Jim Lutes was born in 1955 in Fort Lewis, Washington. He moved to Chicago in 1980 to attend graduate school at the School of the Art Institute of Chicago, where he received his MFA in 1982. Lutes first gained recognition as an artist when his debut solo exhibition in 1986 at Dart Gallery in Chicago sold out. The following year Lutes made his first of two appearances in a Whitney Biennial exhibition, the second being in 2010.
Considered heir to the Imagist tradition, Lutes exemplifies a larger and more complex historical narrative that entails the emergence of figuration and regionalism under the declining influence of Abstract Expressionism. Central to Lutes’s work is a key duality, sometimes expressed as the tension between opposing forces and other times as an internal, less definable, human struggle. His subjects come from widely ranging sources including both his own personal history and a greater collective experience, comprising an oeuvre unique in contemporary art.

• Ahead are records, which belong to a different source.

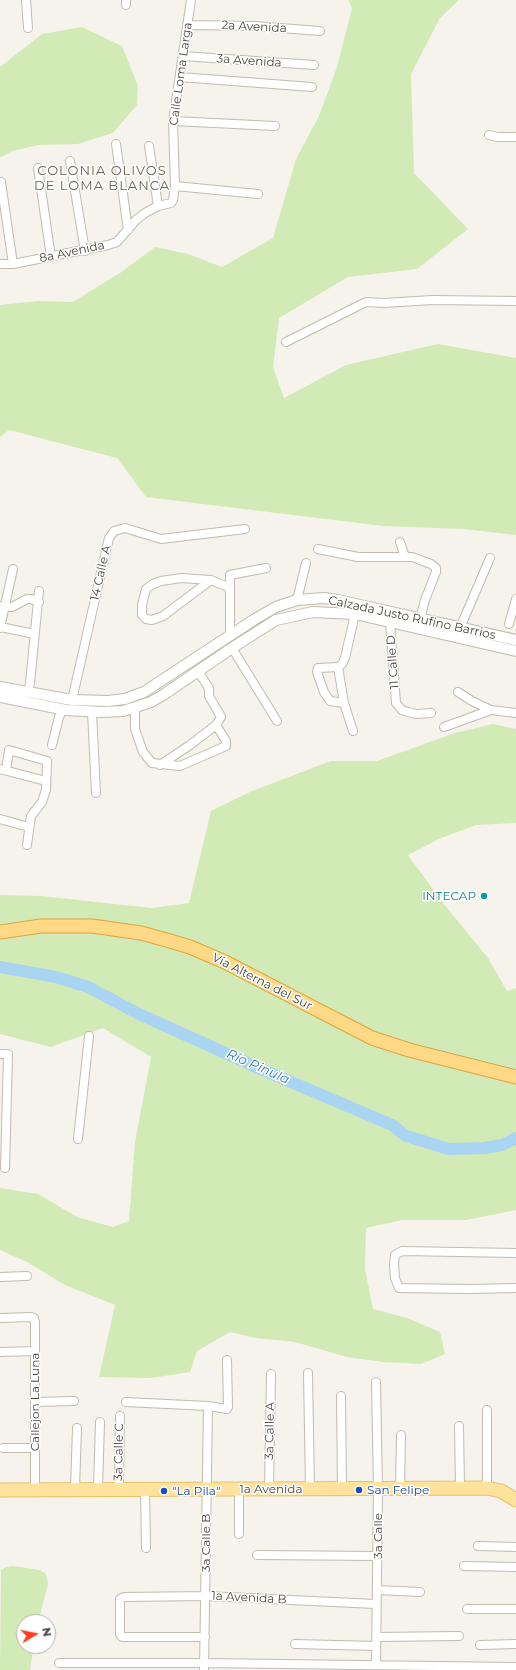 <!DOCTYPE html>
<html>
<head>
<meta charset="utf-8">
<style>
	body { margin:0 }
	#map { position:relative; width:516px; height:1670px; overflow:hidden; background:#f6f3ec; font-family:Montserrat,sans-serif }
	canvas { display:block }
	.north { position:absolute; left:16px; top:1614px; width:40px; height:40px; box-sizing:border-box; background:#fff; border:1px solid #b7b4b0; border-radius:50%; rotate:80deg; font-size:11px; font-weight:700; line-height:16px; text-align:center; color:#4b4439 }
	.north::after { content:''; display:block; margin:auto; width:14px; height:18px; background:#fc3f1d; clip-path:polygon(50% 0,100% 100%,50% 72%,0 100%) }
</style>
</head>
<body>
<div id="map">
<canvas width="516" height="1670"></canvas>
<div class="north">N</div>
</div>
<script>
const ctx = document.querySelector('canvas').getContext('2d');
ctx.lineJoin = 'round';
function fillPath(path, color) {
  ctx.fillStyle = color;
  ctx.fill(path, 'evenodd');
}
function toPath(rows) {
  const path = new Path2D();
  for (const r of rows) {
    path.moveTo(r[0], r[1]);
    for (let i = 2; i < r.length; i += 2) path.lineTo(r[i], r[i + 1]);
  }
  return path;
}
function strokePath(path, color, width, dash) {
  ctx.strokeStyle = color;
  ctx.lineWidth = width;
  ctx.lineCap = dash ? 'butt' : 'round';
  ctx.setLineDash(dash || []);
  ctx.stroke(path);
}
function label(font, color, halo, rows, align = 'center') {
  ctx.font = font + ' Montserrat,sans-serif';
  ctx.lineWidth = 3;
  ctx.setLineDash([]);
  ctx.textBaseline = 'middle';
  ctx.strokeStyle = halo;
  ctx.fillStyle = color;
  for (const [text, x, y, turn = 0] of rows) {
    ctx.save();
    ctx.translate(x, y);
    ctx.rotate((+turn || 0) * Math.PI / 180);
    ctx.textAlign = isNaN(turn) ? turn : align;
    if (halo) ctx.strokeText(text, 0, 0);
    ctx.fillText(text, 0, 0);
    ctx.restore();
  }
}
fillPath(toPath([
	[348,0,459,0,440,18,411,74,414,173,468,229,417,269,348,277,279,318,273,367,284,398,346,365,438,344,516,358,516,535,463,529,383,526,146,497,117,458,9,430,0,437,0,305,38,301,73,302,120,273,155,247,188,254,222,267,273,238,296,159,319,116,337,67,352,8],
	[82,27,122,46,138,86,137,105,113,133,78,144,39,145,12,151,0,158,0,67,42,34],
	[493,724,516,729,516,823,476,825,441,838,408,855,443,903,488,958,507,991,516,988,516,1210,466,1220,402,1220,366,1228,365,1269,373,1309,407,1318,440,1332,445,1354,421,1364,384,1362,347,1357,295,1342,256,1338,230,1332,197,1351,190,1372,151,1378,99,1377,115,1305,63,1284,27,1262,0,1250,0,1188,38,1194,77,1217,113,1227,129,1221,135,1142,151,1057,103,1028,51,1047,0,1034,0,895,41,896,152,908,189,903,211,811,252,791,331,761,377,761,455,733],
	[13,1566,40,1570,46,1574,48,1584,38,1622,24,1622,24,1646,34,1646,30,1670,0,1670,1,1570,6,1567]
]), '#d2eab5');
strokePath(toPath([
	[0,967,56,977,88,987,139,1014,263,1070,392,1125,406,1136,449,1149,485,1148,502,1145,516,1138]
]), '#a9d4f2', 12);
const minor = toPath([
	[26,0,28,28],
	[126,5,126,0],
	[188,25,254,26,320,31],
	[183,56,314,65],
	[180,77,312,87],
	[173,121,275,126],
	[489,135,497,137,516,137],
	[116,144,128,230],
	[149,146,158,206],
	[70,161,85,251],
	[38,168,51,257],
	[1,182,13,264],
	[175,186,258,194],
	[0,264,13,264,108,245,117,242,136,220,145,213,158,206,171,203,173,200,175,186,173,121,191,0],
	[286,342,366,302,384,303,432,300,516,301],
	[400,542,405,557,412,557,431,564,436,568,436,572,425,600,420,619],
	[318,549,358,557,405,557],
	[211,580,163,616,152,620,146,619,142,615,142,605,146,589,153,584,161,581,181,578,211,580,230,588],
	[297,600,306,563],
	[1,606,12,607,27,599,31,599,39,602],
	[390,622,396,703,402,710,408,712,416,714,431,713],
	[509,624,516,599],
	[0,627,35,634],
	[0,628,13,569],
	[460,628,490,558],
	[230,634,230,575,266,568],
	[232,648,277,721],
	[338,667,344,703,353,731],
	[458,692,472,701,491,710,516,713],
	[28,693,30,683,39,591],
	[72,700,109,538,114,531,125,528,161,539,245,529],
	[344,703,330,701,324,692,317,672,318,668,338,667,342,664,345,658,355,614],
	[135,708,135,729,143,752,152,763,180,766,226,746,226,741,216,725,221,717,220,715,209,696,209,688,198,671],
	[92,712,96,793],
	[444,727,491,710],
	[52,745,59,717,63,709],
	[160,765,190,745,216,725],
	[0,769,46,781],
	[6,770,9,750,47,761,46,790,42,802,31,816,27,845],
	[0,819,29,827],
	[0,1054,8,1054,5,1168],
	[78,1139,89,1036],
	[516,1253,402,1251,395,1255,394,1265,395,1278,399,1288,470,1289,516,1288],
	[0,1277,27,1276],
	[0,1318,31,1317,34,1318,35,1322,35,1490],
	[0,1352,35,1351],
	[308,1373,310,1490],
	[376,1382,378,1489,376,1665],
	[341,1396,342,1489],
	[35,1402,74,1401],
	[126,1402,208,1406],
	[487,1410,487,1488],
	[459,1426,460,1488],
	[3,1448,35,1448],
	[119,1488,120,1416],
	[145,1488,146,1548],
	[75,1489,77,1428],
	[98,1489,100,1422],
	[239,1489,239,1534],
	[269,1489,271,1374],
	[400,1489,401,1435],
	[478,1546,516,1547],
	[257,1555,378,1556],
	[464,1566,516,1567],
	[377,1590,420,1592],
	[467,1609,516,1609],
	[205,1637,122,1637,120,1634,120,1599,124,1597,206,1596,376,1604],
	[376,1637,459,1636],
	[295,1644,376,1646],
	[480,1645,516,1644],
	[59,1663,204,1663,516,1667],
	[204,1670,208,1406,227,1409,228,1407,227,1360]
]);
const tertiary = toPath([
	[0,687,72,700,108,701,125,699,144,692,255,619,276,607,297,600,324,598,338,600,516,640],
	[0,697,66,710,102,712,123,711,151,702,163,695,232,648,276,620,313,612,355,614,516,651]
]);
const primary = toPath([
	[0,1490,487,1488,501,1491,516,1500]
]);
const trunk = toPath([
	[0,932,41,926,92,926,141,933,170,941,190,947,225,962,372,1038,409,1050,516,1077]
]);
strokePath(minor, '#c2bbae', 10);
strokePath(tertiary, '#c2bbae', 12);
strokePath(primary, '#e6c16a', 15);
strokePath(trunk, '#e0a43c', 15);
strokePath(minor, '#fff', 8);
strokePath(tertiary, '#fff', 10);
strokePath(primary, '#ffe39c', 13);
strokePath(trunk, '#ffd985', 13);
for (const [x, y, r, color] of [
	[484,896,4,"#0f9aa8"],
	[359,1490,4,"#1a4fb4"],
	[164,1491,4,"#1a4fb4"]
]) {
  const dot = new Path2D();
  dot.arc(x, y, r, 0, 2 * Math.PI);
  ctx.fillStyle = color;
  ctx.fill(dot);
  strokePath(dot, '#fff', 1.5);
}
label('12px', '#4b4439', '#fff', [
	["2a Avenida",254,27,3],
	["3a Avenida",249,61,4],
	["Calle Loma Larga",181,74,-82],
	["8a Avenida",72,252,-12],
	["14 Calle A",101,573,-77],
	["Calzada Justo Rufino Barrios",412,618,12],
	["11 Calle D",393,662,-94],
	["Vía Alterna del Sur",262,982,27],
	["Callejon La Luna",35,1402,-90],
	["3a Calle A",270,1431,-89],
	["3a Calle C",119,1452,-89],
	["1a Avenida",271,1489],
	["3a Calle",378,1536,-90],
	["3a Calle B",206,1543,-90],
	["1a Avenida B",249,1598,3]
]);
label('12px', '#0d838f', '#fff', [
	["INTECAP",476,896]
], 'right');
label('12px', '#164399', '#fff', [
	["San Felipe",367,1490],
	["\"La Pila\"",172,1491]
], 'left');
ctx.letterSpacing = '1px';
label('13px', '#6e6250', '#fff', [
	["COLONIA OLIVOS",102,171],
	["DE LOMA BLANCA",102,186]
]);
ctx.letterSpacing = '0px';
label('italic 13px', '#2e7ab2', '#fff', [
	["Río Pinula",258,1067,24]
]);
</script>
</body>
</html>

Lutes’s work has been exhibited widely both nationally and internationally. Career highlights include his selection for Documenta IX (1992) and retrospectives at both the Museum of Contemporary Art Chicago (1983) and The Renaissance Society (2009). In 2009, Jim Lutes was named F. L. Wells Professor at The School of the Art Institute of Chicago. He is the recipient of a 2010 Guggenheim Fellowship, and his work can be found in the collections of the Art Institute of Chicago, the Museum of Contemporary Art, Chicago, the Whitney Museum of American Art, and the S.M.A.K.